Source material:

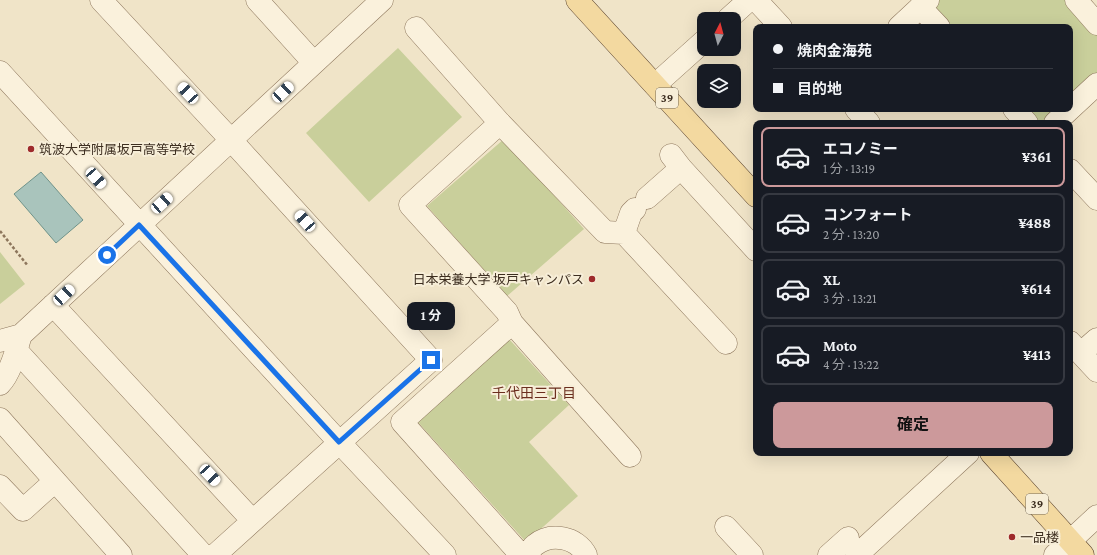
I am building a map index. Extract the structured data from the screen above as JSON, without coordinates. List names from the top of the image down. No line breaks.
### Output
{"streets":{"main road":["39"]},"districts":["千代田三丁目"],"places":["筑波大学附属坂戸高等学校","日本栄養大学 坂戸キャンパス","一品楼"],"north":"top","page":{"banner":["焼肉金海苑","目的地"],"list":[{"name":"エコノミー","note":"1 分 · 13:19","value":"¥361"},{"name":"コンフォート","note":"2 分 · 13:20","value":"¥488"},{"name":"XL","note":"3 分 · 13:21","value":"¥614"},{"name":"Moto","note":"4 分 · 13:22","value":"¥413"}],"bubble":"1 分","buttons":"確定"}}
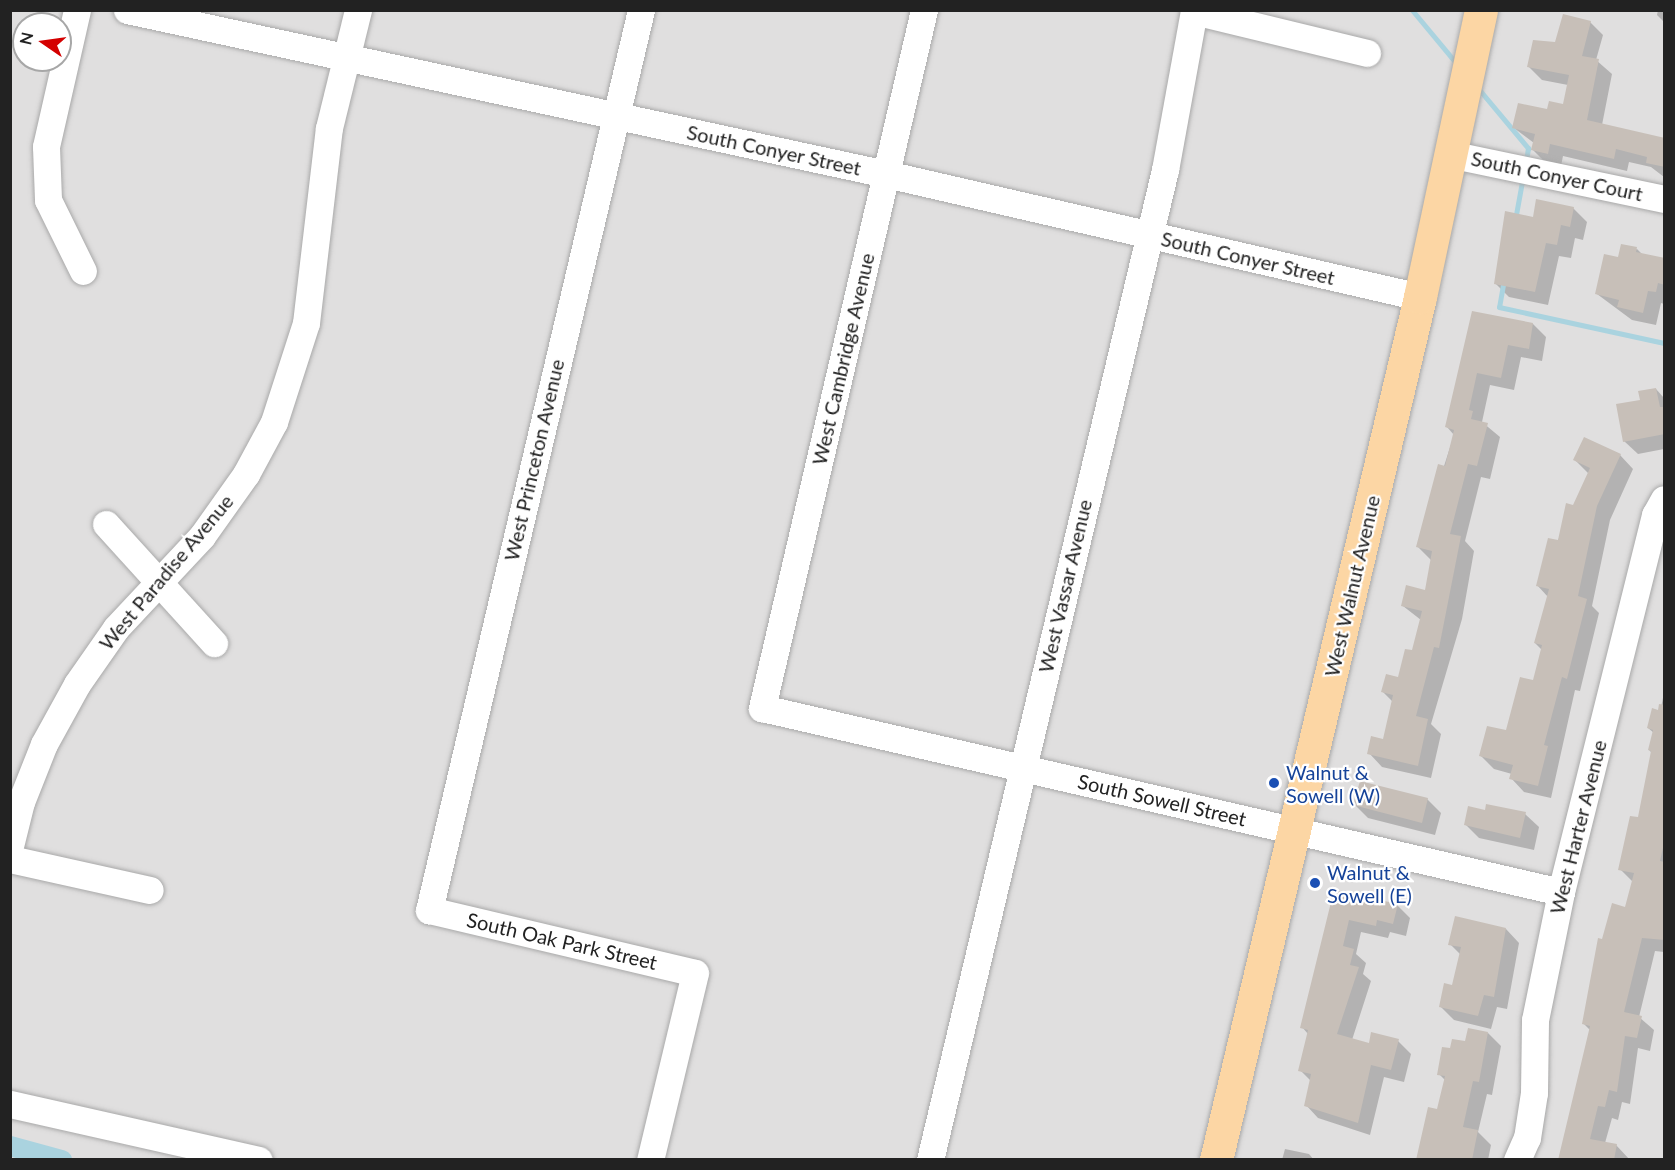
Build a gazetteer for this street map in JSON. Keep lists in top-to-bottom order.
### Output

Problem to solve: Sift through the material above and copy the lines that contain the word "JSON".

Result of the exercise:
I am building a map index. Extract the structured data from the screen above as JSON, without coordinates. List names from the top of the image down. No line breaks.
Build a gazetteer for this street map in JSON. Keep lists in top-to-bottom order.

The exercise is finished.